Le glycogène, carburant secret des tumeurs pulmonaires
Publié dans Nature Metabolism en mars 2025, l’étude révèle que le glycogène s’accumule en quantités importantes dans les tissus cancéreux des patients atteints d’adénocarcinome pulmonaire, un type de cancer qui représente près de 40 % des cas dans le monde. Or, ce glycogène n’est autre qu’une réserve d’énergie issue des glucides présents dans notre alimentation.
« Ces cellules tumorales utilisent littéralement le glycogène comme carburant pour accélérer leur croissance », explique le Pr Ramon Sun, biologiste moléculaire à l’Université de Floride.
Les chercheurs ont utilisé une technologie de pointe appelée métabolomique spatiale, qui permet de cartographier les molécules dans les tissus malades avec une précision inédite. Résultat : plus le taux de glycogène est élevé, plus la tumeur se développe rapidement.
Le régime occidental directement mis en cause
Pour confirmer leur hypothèse, les scientifiques ont mené des expériences sur des souris nourries avec un régime riche en graisses et en sucres, typique du mode de vie occidental. Résultat : des tumeurs pulmonaires beaucoup plus agressives et volumineuses que chez les rongeurs soumis à un régime équilibré.
Voici les principaux aliments à l’origine de cette surproduction de glycogène :
- les produits à base de farine blanche (pain, pâtes industrielles, pâtisseries) ;
- les boissons sucrées (sodas, jus industriels) ;
- les aliments transformés riches en sucres cachés ;
- les féculents consommés en excès, sans activité physique suffisante.
L’accumulation chronique de glycogène – surtout en contexte de sédentarité – crée ainsi un terrain favorable pour les cellules tumorales. En clair, même sans tabac, notre alimentation pourrait contribuer à l’apparition du cancer du poumon.
Une révolution dans la prévention du cancer pulmonaire ?
Jusqu’ici, le cancer du poumon n’était pas considéré comme une maladie liée à la nutrition, contrairement à d’autres comme ceux du foie ou du côlon. Mais cette étude pourrait tout changer. Le Dr Sun plaide désormais pour une prévention nutritionnelle à part entière, au même titre que les campagnes anti-tabac.

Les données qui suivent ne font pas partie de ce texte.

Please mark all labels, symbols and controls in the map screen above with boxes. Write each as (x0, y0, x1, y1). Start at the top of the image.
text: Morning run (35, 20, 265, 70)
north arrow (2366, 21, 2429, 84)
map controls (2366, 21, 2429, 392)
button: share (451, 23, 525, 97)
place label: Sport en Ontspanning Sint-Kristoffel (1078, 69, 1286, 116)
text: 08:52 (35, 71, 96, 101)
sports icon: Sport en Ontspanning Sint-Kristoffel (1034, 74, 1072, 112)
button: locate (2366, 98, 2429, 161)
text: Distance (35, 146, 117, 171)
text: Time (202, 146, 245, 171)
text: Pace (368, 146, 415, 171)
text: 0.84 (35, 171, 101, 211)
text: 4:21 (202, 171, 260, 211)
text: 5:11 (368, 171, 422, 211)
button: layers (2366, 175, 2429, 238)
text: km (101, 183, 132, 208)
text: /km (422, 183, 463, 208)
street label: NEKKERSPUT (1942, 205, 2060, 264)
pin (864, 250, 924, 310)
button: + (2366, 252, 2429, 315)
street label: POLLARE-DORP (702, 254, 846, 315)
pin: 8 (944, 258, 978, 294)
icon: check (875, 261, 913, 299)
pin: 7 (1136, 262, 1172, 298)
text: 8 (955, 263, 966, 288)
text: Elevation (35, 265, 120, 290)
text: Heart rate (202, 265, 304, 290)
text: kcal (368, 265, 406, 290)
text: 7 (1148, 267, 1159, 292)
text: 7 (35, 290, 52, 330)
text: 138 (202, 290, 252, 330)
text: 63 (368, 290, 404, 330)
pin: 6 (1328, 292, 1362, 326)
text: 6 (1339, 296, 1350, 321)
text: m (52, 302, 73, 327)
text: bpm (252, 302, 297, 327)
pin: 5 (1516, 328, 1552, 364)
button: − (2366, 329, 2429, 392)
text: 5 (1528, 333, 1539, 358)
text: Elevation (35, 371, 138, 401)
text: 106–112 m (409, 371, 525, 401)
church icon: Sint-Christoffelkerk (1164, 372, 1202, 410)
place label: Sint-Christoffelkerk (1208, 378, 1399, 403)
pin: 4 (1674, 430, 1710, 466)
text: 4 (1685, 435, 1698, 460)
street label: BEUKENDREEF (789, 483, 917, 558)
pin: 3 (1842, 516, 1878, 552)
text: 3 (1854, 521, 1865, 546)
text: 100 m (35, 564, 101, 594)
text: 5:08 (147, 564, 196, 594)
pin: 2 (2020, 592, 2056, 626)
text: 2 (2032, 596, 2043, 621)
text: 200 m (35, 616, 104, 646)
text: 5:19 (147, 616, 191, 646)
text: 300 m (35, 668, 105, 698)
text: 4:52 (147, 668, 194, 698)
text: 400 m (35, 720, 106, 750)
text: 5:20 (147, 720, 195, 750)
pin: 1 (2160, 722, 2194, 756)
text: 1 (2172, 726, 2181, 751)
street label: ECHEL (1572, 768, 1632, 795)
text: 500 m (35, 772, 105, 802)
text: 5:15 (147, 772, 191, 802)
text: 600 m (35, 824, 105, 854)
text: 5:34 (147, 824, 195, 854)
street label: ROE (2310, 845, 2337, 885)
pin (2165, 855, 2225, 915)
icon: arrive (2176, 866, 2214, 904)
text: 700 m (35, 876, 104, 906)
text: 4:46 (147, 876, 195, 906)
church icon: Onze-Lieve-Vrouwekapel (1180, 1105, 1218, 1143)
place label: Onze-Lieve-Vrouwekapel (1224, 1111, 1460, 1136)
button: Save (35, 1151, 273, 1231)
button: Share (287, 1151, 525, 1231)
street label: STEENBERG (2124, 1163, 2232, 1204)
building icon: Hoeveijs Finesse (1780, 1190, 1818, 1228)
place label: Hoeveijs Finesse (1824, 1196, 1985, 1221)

« Nous devons faire comprendre que certains régimes alimentaires ne sont pas neutres. Ils peuvent littéralement nourrir la maladie », affirme-t-il.
À terme, le glycogène pourrait même devenir un biomarqueur, capable d’alerter précocement sur les risques de développement d’un cancer, voire d’orienter des stratégies thérapeutiques personnalisées.
Limites de l’étude et perspectives
L’étude a surtout porté sur l’adénocarcinome, et non sur les autres types de cancer du poumon comme le carcinome épidermoïde. Des recherches cliniques sur l’humain sont donc nécessaires pour valider le rôle du glycogène dans l’ensemble des cancers pulmonaires.
Mais le message est déjà clair : une alimentation riche en sucres rapides et en produits transformés pourrait favoriser l’initiation et la progression de certains cancers, y compris ceux du poumon. Loin d’être anodins, nos choix alimentaires pourraient bien influencer notre risque de développer des pathologies que l’on croyait réservées aux fumeurs.